**ABOUT THIS TASK**
For this exercise, write out the whole listing below exactly, omitting its images.

**DATASET CONTENT**
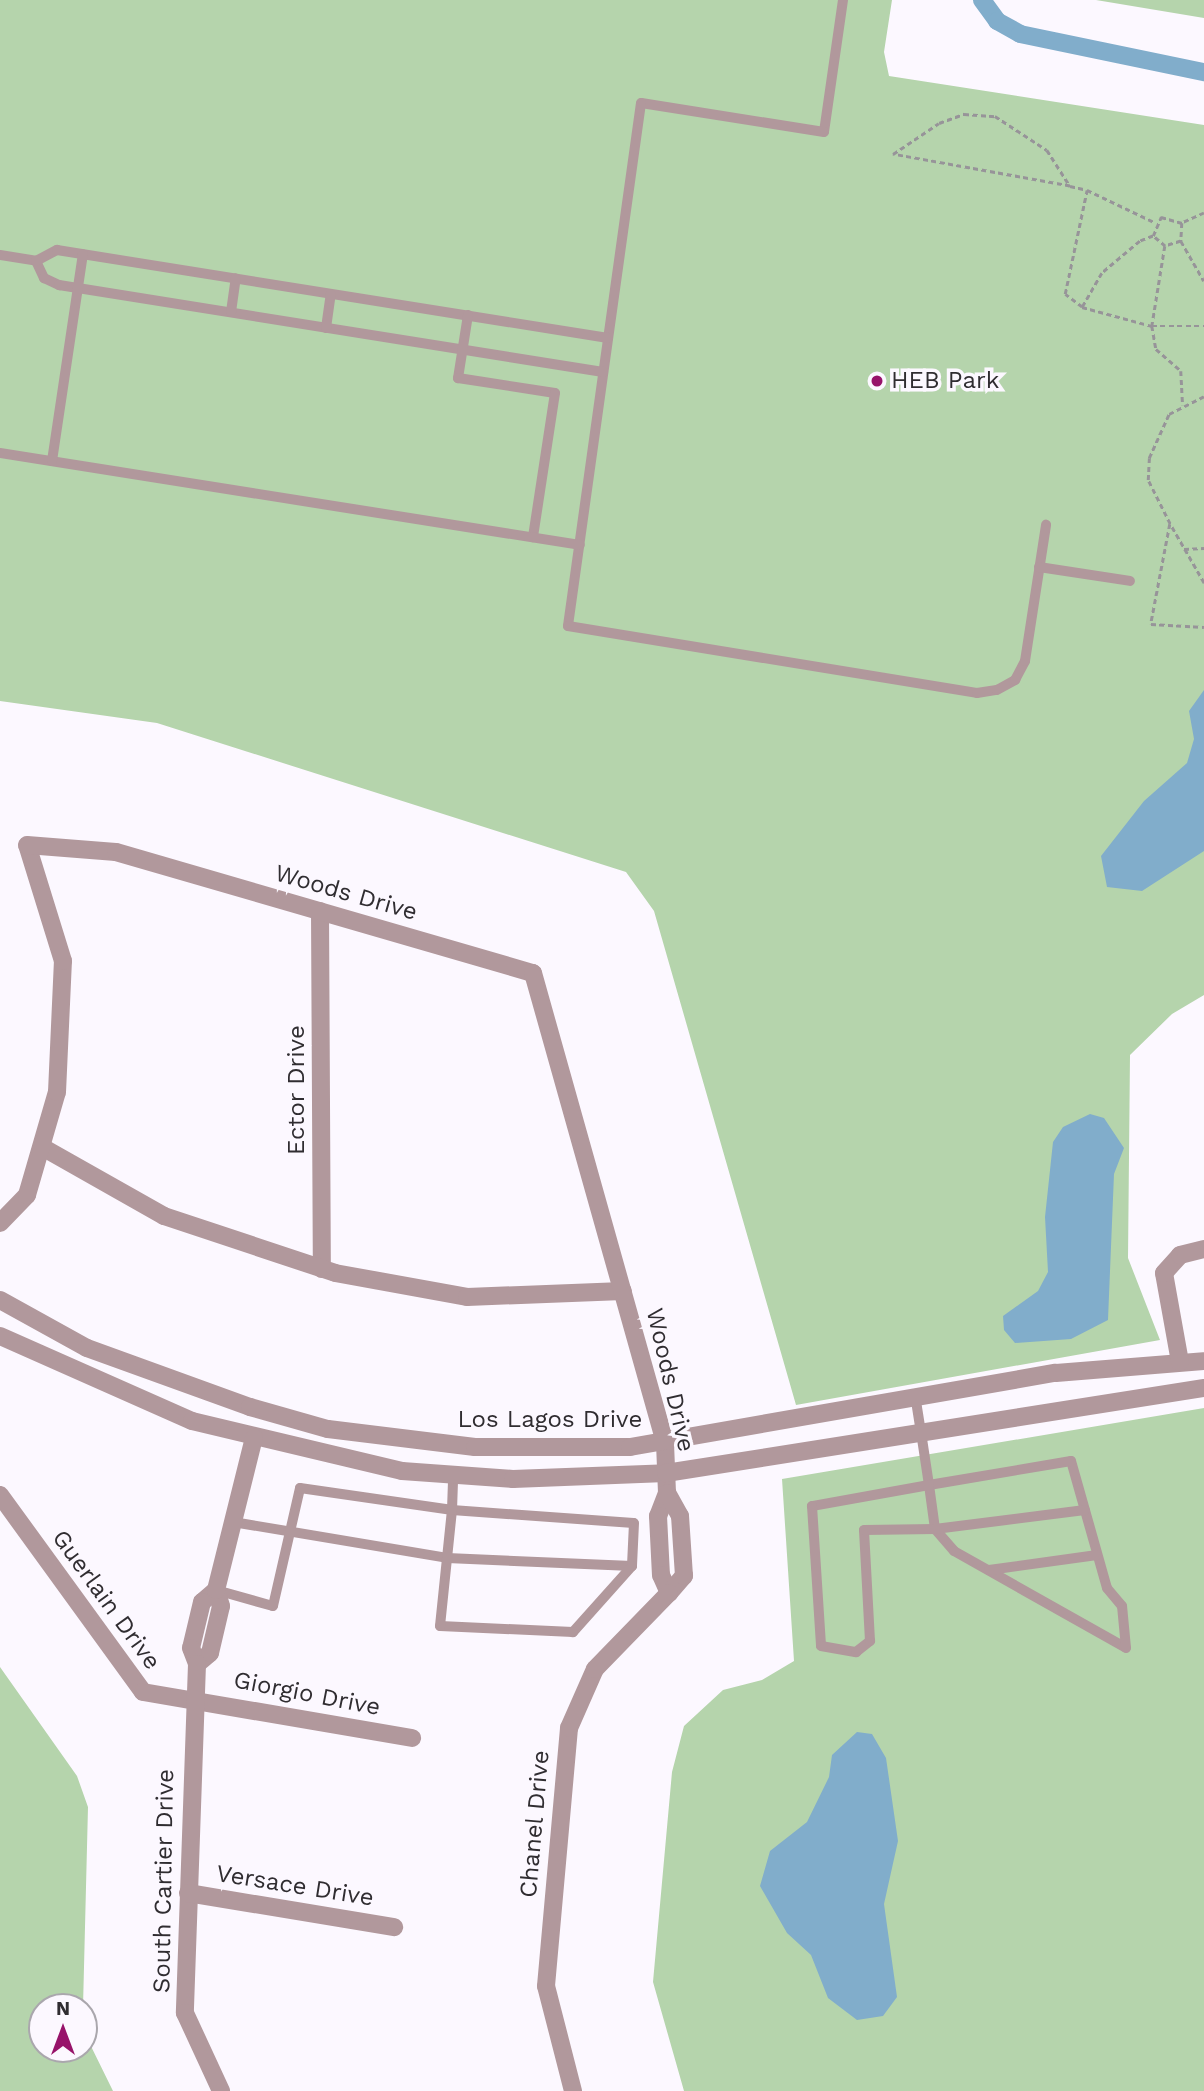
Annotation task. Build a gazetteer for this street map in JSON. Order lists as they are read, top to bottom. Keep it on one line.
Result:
{"streets":{"street":["Woods Drive","Ector Drive","Los Lagos Drive","Guerlain Drive","Giorgio Drive","Chanel Drive","South Cartier Drive","Versace Drive"]},"crossings":[["Woods Drive","Ector Drive"],["Woods Drive","Los Lagos Drive"],["Woods Drive","Chanel Drive"],["Guerlain Drive","Giorgio Drive"],["Guerlain Drive","South Cartier Drive"],["Giorgio Drive","South Cartier Drive"],["South Cartier Drive","Versace Drive"]],"places":["HEB Park"],"north":"top"}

**REPLY TO THE EXERCISE**
Annotation task. Build a gazetteer for this street map in JSON. Order lists as they are read, top to bottom. Keep it on one line.
Result:
{"streets":{"street":["Woods Drive","Ector Drive","Los Lagos Drive","Guerlain Drive","Giorgio Drive","Chanel Drive","South Cartier Drive","Versace Drive"]},"crossings":[["Woods Drive","Ector Drive"],["Woods Drive","Los Lagos Drive"],["Woods Drive","Chanel Drive"],["Guerlain Drive","Giorgio Drive"],["Guerlain Drive","South Cartier Drive"],["Giorgio Drive","South Cartier Drive"],["South Cartier Drive","Versace Drive"]],"places":["HEB Park"],"north":"top"}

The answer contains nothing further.